期刊名称:International Journal of Advanced Computer Science and Applications(IJACSA)
印刷版ISSN:2158-107X
电子版ISSN:2156-5570
出版年度:2022
卷号:13
期号:5
DOI:10.14569/IJACSA.2022.0130551
语种:English
出版社:Science and Information Society (SAI)
摘要:Text-based social media platforms have developed into important components for communication between customers and businesses. Users can easily state their thoughts and evaluations about products or services on social media. Machine learning algorithms have been hailed as one of the most efficient approaches for sentiment analysis in recent years. However, as the number of online reviews increases, the dimensionality of text data increases significantly. Due to the dimensionality issue, the performance of machine learning methods has been degraded. However, traditional feature selection methods select attributes based on their popularity, which typically does not improve classification performance.
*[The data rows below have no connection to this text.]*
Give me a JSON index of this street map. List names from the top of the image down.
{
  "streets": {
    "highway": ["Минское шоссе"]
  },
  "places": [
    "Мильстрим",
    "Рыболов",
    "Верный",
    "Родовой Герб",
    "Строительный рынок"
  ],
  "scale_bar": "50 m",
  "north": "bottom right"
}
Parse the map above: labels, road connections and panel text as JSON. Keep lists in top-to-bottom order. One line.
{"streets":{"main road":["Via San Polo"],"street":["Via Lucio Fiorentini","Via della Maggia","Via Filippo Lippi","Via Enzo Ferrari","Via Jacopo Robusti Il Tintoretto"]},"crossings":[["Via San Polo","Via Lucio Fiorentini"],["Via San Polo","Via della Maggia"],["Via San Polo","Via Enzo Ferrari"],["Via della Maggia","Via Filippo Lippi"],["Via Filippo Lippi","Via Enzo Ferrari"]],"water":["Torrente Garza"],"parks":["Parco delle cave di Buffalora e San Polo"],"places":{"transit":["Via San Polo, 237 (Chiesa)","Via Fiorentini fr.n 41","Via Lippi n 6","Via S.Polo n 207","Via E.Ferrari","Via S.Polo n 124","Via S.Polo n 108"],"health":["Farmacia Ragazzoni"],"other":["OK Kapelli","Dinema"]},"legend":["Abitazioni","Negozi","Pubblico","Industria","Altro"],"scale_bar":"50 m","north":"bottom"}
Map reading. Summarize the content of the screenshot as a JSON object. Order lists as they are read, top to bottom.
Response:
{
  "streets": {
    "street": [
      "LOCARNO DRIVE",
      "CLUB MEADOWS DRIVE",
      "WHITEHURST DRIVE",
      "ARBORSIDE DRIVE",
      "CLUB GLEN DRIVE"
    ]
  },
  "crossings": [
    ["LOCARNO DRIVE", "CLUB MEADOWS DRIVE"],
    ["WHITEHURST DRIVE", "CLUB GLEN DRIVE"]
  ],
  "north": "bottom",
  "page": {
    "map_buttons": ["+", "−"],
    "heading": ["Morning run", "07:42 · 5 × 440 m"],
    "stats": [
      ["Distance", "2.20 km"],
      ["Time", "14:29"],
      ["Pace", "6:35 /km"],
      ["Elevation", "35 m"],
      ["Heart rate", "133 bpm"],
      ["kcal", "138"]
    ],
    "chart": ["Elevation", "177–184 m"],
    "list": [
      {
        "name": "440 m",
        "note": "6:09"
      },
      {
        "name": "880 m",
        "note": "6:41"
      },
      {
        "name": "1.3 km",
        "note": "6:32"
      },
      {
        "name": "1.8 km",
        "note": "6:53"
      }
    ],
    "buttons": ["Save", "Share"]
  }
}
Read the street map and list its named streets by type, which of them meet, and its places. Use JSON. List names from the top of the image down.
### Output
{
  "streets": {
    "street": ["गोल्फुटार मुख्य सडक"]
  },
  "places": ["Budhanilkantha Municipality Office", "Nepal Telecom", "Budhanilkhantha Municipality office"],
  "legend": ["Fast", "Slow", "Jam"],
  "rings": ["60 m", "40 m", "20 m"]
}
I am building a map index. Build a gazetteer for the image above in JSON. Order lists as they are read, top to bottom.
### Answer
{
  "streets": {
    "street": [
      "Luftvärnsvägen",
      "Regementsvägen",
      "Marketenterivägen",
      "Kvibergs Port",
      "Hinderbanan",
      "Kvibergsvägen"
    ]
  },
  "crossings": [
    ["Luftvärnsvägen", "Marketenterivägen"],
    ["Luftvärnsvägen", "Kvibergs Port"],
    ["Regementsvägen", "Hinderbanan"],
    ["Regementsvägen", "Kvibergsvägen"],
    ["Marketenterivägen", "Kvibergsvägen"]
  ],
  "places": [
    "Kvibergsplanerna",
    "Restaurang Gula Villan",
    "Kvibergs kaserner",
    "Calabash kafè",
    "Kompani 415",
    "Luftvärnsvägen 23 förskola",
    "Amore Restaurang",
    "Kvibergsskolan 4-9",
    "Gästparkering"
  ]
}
This work presents a population-based metaheuristic for feature selection algorithms named Flower Pollination Algorithms (FPA) because of their propensity to accept less optimum solutions and avoid getting caught in local optimum solutions. The study analyses tweets from Kaggle first with the usual Term Frequency-Inverse Document Frequency statistical weighting filter and then with the FPA. Four baseline classifiers are used to train the features: Naive Bayes (NB), Decision Tree (DT), Support Vector Machine (SVM), and k-Nearest Neighbor (kNN). The results demonstrate that the FPA outperforms alternative feature subset selection algorithms. For the FPA, an average improvement in accuracy of 2.7% is seen. The SVM achieves a better accuracy of 98.99%.